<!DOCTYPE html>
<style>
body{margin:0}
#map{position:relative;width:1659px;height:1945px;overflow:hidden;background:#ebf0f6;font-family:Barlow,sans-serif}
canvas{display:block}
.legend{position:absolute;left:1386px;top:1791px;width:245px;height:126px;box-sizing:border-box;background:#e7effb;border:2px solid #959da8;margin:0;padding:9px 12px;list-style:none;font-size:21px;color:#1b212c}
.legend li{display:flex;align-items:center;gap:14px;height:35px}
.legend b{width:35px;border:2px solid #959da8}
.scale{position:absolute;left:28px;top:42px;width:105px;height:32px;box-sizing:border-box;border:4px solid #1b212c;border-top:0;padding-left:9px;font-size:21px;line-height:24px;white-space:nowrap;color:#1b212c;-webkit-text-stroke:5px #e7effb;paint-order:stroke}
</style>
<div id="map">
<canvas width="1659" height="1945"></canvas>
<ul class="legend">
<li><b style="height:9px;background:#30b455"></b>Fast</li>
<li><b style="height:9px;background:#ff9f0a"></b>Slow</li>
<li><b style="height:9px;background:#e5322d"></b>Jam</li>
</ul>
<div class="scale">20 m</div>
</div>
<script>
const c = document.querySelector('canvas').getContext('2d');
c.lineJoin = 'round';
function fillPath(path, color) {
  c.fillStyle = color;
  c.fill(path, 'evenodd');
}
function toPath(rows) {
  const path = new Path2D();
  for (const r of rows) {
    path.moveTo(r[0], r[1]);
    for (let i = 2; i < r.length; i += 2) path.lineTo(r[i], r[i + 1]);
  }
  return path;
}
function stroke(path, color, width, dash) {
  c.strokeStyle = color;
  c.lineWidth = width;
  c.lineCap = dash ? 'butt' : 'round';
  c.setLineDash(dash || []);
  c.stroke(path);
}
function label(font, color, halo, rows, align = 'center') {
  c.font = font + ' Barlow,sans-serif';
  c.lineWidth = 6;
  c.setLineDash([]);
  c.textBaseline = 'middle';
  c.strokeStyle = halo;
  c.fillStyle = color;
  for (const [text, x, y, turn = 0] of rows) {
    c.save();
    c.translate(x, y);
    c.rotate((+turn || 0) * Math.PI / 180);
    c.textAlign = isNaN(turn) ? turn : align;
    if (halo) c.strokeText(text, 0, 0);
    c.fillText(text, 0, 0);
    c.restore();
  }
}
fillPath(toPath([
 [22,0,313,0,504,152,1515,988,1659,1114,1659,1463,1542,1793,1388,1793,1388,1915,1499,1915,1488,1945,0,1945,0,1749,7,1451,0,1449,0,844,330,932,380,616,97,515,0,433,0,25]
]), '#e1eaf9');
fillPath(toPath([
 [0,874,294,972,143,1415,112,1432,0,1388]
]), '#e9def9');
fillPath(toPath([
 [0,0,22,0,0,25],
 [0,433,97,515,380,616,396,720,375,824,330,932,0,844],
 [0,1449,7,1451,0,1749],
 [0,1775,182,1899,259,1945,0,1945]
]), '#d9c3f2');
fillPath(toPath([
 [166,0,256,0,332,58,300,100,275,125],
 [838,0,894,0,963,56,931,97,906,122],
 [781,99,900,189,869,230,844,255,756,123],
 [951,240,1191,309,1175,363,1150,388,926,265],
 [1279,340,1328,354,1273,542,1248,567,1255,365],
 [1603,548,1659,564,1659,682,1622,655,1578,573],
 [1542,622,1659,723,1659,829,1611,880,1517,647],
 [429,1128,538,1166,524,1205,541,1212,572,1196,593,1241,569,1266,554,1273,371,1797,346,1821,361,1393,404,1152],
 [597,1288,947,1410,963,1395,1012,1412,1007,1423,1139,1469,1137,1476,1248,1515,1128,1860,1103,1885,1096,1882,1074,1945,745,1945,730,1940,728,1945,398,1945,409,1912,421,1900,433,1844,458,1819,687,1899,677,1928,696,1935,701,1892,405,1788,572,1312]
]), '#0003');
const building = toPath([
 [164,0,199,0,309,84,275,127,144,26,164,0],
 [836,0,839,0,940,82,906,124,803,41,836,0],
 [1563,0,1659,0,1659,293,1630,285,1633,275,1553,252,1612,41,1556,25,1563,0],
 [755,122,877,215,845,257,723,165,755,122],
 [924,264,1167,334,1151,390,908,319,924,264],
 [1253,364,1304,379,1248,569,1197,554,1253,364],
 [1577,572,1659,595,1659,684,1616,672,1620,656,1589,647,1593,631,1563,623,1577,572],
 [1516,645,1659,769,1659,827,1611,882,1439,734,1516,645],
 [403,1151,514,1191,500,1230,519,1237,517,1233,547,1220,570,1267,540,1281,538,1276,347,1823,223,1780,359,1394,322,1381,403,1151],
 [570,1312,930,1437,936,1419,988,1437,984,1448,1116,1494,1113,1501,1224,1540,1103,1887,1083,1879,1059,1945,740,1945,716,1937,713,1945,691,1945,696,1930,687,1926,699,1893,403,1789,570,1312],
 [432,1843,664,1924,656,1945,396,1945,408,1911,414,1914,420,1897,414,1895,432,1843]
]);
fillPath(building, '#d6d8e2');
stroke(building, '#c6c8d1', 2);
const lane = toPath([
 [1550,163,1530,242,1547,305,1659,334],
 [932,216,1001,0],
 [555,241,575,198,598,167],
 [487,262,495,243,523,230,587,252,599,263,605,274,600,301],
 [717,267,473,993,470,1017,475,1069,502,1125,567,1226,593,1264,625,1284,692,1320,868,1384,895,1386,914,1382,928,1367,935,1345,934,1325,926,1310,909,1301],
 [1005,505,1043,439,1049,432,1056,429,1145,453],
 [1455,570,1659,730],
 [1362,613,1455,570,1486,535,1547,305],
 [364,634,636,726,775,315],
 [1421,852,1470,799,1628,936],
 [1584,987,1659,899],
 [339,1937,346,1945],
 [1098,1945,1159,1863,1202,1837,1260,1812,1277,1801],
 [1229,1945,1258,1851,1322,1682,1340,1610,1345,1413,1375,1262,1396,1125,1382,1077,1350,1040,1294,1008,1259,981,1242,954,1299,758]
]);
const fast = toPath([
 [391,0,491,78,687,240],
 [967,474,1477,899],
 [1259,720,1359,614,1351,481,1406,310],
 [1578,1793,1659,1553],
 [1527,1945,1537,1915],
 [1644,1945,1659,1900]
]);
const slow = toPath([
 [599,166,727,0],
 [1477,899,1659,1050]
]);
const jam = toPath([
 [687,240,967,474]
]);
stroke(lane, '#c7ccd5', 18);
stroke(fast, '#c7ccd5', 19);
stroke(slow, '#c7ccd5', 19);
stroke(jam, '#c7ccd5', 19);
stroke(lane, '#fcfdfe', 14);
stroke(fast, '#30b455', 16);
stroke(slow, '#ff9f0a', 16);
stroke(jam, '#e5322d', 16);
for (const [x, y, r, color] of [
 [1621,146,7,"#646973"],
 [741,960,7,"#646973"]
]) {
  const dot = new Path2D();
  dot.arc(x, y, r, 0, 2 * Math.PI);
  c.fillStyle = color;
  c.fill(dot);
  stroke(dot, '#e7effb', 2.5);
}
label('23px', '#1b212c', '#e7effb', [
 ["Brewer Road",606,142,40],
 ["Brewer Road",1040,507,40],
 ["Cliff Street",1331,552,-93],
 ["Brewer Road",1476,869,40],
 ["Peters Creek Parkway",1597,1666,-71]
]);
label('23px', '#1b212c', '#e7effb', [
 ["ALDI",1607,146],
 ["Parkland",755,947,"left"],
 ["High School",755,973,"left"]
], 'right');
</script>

⁂

=== TASK TO CARRY OUT ===
Looking at the records above, return exactly the lines from the line with "function stroke(path, color, width, dash)" to the line with "if (halo) c.strokeText(text, 0, 0);", both ends included.

=== ANSWER TO THIS EXERCISE ===
function stroke(path, color, width, dash) {
  c.strokeStyle = color;
  c.lineWidth = width;
  c.lineCap = dash ? 'butt' : 'round';
  c.setLineDash(dash || []);
  c.stroke(path);
}
function label(font, color, halo, rows, align = 'center') {
  c.font = font + ' Barlow,sans-serif';
  c.lineWidth = 6;
  c.setLineDash([]);
  c.textBaseline = 'middle';
  c.strokeStyle = halo;
  c.fillStyle = color;
  for (const [text, x, y, turn = 0] of rows) {
    c.save();
    c.translate(x, y);
    c.rotate((+turn || 0) * Math.PI / 180);
    c.textAlign = isNaN(turn) ? turn : align;
    if (halo) c.strokeText(text, 0, 0);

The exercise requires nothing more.